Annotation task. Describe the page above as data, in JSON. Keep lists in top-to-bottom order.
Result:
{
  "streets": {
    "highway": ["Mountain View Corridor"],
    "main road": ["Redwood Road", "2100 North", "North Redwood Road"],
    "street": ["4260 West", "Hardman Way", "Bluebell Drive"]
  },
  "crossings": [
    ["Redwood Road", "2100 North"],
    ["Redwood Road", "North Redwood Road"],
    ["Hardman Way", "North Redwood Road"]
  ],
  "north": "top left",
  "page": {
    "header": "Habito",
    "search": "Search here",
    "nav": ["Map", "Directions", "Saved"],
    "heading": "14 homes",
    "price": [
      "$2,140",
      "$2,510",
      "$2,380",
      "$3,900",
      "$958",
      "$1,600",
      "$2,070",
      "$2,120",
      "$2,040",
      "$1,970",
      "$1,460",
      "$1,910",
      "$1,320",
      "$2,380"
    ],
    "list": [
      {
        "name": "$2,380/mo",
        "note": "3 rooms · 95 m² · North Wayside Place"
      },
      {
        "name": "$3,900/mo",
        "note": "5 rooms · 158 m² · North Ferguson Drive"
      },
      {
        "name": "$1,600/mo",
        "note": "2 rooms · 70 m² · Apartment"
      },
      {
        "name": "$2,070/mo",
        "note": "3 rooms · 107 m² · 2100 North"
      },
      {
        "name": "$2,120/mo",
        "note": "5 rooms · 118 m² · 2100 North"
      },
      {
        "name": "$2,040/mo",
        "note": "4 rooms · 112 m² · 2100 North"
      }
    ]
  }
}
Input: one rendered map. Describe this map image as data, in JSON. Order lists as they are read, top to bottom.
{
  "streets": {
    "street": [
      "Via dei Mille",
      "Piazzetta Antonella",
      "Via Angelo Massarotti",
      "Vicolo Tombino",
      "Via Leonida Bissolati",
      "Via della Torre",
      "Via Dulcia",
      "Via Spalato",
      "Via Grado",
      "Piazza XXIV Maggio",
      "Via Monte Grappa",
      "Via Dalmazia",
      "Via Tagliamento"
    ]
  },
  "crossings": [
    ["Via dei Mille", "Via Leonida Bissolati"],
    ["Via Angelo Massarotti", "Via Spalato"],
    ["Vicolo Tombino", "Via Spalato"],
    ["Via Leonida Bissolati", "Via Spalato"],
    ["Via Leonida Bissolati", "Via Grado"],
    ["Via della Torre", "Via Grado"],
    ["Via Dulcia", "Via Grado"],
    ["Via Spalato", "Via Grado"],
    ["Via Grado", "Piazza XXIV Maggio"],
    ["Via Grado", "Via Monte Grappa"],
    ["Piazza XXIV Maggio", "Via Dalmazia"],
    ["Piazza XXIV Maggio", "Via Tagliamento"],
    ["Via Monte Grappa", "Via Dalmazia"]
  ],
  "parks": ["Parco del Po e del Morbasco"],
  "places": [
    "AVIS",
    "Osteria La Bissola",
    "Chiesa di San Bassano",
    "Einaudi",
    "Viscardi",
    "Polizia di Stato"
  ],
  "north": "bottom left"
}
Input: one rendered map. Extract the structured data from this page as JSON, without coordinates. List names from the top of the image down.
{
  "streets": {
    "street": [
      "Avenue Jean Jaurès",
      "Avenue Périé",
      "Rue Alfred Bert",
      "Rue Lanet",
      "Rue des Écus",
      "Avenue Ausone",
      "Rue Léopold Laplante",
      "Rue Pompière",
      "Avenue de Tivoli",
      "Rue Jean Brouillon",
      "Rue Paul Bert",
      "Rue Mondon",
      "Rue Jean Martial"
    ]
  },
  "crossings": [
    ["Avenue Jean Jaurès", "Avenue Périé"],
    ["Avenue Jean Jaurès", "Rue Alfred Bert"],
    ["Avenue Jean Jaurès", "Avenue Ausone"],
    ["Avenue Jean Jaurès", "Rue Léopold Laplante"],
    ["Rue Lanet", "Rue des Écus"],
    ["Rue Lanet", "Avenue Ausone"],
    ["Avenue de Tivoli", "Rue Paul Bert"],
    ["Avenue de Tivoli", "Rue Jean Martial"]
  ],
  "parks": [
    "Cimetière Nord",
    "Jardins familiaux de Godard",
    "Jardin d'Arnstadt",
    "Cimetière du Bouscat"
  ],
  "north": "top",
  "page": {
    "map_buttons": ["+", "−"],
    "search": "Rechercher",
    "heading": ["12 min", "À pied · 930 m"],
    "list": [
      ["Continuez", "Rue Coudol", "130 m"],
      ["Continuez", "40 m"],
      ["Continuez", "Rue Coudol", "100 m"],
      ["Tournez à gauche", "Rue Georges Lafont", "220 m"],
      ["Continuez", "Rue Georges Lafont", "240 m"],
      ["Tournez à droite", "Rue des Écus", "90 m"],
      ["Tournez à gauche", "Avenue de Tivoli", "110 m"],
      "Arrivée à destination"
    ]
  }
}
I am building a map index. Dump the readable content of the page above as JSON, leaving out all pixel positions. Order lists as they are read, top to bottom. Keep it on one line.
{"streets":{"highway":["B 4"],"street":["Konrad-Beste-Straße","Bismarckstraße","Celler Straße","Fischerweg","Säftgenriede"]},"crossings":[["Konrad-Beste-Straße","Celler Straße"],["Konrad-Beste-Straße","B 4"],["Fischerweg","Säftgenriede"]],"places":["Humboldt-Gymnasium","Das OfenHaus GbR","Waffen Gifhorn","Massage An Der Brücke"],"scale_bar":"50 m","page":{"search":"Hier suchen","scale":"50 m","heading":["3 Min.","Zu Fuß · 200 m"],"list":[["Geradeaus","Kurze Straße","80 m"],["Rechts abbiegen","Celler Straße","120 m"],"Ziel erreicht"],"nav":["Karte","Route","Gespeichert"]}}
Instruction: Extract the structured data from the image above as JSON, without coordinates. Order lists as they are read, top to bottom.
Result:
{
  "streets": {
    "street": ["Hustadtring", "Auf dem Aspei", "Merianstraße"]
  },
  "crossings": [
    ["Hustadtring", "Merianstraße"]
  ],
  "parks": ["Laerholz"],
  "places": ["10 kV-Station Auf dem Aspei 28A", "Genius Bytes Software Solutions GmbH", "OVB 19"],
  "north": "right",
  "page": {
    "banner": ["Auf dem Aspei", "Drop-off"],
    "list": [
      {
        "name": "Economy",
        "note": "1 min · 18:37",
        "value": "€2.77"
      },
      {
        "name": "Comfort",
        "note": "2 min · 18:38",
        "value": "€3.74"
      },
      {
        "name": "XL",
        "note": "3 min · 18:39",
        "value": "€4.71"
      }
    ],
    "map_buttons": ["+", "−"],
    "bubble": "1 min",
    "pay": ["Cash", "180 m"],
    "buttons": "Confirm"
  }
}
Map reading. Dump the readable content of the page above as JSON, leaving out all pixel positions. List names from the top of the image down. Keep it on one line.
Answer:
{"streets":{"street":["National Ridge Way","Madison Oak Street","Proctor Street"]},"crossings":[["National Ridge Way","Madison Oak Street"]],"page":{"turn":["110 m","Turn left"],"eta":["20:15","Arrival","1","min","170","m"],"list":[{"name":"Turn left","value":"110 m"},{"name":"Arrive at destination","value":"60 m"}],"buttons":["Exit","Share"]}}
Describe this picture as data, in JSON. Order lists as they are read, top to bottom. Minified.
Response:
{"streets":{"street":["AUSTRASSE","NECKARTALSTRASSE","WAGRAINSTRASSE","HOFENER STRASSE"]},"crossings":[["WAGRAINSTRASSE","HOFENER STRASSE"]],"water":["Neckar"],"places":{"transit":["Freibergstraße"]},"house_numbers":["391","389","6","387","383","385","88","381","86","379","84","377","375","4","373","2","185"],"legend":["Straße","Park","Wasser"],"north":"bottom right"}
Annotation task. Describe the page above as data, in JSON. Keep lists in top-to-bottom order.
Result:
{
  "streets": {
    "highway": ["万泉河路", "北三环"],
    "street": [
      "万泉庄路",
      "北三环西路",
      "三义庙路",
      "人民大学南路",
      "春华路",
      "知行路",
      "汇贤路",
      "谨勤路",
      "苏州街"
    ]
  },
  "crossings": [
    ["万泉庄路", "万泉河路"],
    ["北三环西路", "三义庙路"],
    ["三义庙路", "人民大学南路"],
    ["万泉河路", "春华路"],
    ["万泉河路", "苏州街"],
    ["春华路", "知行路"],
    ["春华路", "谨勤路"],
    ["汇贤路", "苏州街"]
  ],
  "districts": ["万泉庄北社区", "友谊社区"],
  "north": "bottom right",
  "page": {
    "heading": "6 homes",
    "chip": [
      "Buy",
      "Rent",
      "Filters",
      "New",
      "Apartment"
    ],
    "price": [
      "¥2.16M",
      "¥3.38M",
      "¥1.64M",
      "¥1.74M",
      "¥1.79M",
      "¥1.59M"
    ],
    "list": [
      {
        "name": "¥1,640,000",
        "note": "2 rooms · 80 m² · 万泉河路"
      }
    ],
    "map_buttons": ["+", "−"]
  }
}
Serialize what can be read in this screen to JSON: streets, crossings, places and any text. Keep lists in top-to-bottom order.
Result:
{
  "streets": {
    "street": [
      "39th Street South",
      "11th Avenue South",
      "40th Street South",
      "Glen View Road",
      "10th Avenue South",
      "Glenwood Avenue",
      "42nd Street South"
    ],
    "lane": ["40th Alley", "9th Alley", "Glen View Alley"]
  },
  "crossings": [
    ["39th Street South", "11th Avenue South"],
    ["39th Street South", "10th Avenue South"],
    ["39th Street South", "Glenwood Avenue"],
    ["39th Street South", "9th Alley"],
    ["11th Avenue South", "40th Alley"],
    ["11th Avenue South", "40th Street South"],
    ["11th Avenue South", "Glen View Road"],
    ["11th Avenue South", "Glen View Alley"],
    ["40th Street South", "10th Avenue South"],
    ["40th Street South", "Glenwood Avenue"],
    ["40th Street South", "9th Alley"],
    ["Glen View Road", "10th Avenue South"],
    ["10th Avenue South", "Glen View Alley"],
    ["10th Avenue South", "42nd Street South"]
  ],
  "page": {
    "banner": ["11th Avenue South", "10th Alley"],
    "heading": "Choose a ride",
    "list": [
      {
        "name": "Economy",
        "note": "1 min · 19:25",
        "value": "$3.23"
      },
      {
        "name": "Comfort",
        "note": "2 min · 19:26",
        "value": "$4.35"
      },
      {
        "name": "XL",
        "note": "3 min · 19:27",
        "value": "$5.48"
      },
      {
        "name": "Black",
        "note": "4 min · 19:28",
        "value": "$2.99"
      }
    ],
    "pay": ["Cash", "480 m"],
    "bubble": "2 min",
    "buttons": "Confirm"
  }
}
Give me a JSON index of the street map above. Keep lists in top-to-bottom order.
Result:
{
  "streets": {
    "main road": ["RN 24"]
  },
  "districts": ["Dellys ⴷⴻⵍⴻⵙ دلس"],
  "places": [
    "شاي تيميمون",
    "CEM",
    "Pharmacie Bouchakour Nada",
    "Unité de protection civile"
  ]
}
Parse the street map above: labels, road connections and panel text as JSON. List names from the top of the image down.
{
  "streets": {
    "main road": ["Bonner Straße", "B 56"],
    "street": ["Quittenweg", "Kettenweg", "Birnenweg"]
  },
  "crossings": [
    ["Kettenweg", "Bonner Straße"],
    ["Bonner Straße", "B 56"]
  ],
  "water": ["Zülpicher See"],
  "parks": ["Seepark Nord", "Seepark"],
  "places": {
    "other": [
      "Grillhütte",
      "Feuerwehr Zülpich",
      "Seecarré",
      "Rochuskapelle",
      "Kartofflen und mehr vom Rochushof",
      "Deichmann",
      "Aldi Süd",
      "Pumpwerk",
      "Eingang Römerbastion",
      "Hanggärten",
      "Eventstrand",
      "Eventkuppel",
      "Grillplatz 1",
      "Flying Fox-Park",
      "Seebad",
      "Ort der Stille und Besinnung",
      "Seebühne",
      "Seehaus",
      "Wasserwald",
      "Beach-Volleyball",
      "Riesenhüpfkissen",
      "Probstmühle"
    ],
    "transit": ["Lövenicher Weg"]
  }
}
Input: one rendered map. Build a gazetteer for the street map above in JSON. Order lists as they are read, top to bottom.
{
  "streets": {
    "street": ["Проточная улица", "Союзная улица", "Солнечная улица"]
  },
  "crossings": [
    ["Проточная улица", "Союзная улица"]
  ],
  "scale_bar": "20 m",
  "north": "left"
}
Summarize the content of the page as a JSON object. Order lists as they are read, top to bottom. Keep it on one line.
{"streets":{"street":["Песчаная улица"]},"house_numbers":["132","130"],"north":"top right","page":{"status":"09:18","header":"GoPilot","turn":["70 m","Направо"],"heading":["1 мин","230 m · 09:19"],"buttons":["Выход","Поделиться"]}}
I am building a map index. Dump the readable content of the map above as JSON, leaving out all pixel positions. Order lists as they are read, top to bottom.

*TO DO:* Copy the lines from the one with "Parse the street" through the last line of the material above, exactly as they are and with no others.

*TASK RESULT:*
Parse the street map above: labels, road connections and panel text as JSON. List names from the top of the image down.
{
  "streets": {
    "main road": ["Bonner Straße", "B 56"],
    "street": ["Quittenweg", "Kettenweg", "Birnenweg"]
  },
  "crossings": [
    ["Kettenweg", "Bonner Straße"],
    ["Bonner Straße", "B 56"]
  ],
  "water": ["Zülpicher See"],
  "parks": ["Seepark Nord", "Seepark"],
  "places": {
    "other": [
      "Grillhütte",
      "Feuerwehr Zülpich",
      "Seecarré",
      "Rochuskapelle",
      "Kartofflen und mehr vom Rochushof",
      "Deichmann",
      "Aldi Süd",
      "Pumpwerk",
      "Eingang Römerbastion",
      "Hanggärten",
      "Eventstrand",
      "Eventkuppel",
      "Grillplatz 1",
      "Flying Fox-Park",
      "Seebad",
      "Ort der Stille und Besinnung",
      "Seebühne",
      "Seehaus",
      "Wasserwald",
      "Beach-Volleyball",
      "Riesenhüpfkissen",
      "Probstmühle"
    ],
    "transit": ["Lövenicher Weg"]
  }
}
Input: one rendered map. Build a gazetteer for the street map above in JSON. Order lists as they are read, top to bottom.
{
  "streets": {
    "street": ["Проточная улица", "Союзная улица", "Солнечная улица"]
  },
  "crossings": [
    ["Проточная улица", "Союзная улица"]
  ],
  "scale_bar": "20 m",
  "north": "left"
}
Summarize the content of the page as a JSON object. Order lists as they are read, top to bottom. Keep it on one line.
{"streets":{"street":["Песчаная улица"]},"house_numbers":["132","130"],"north":"top right","page":{"status":"09:18","header":"GoPilot","turn":["70 m","Направо"],"heading":["1 мин","230 m · 09:19"],"buttons":["Выход","Поделиться"]}}
I am building a map index. Dump the readable content of the map above as JSON, leaving out all pixel positions. Order lists as they are read, top to bottom.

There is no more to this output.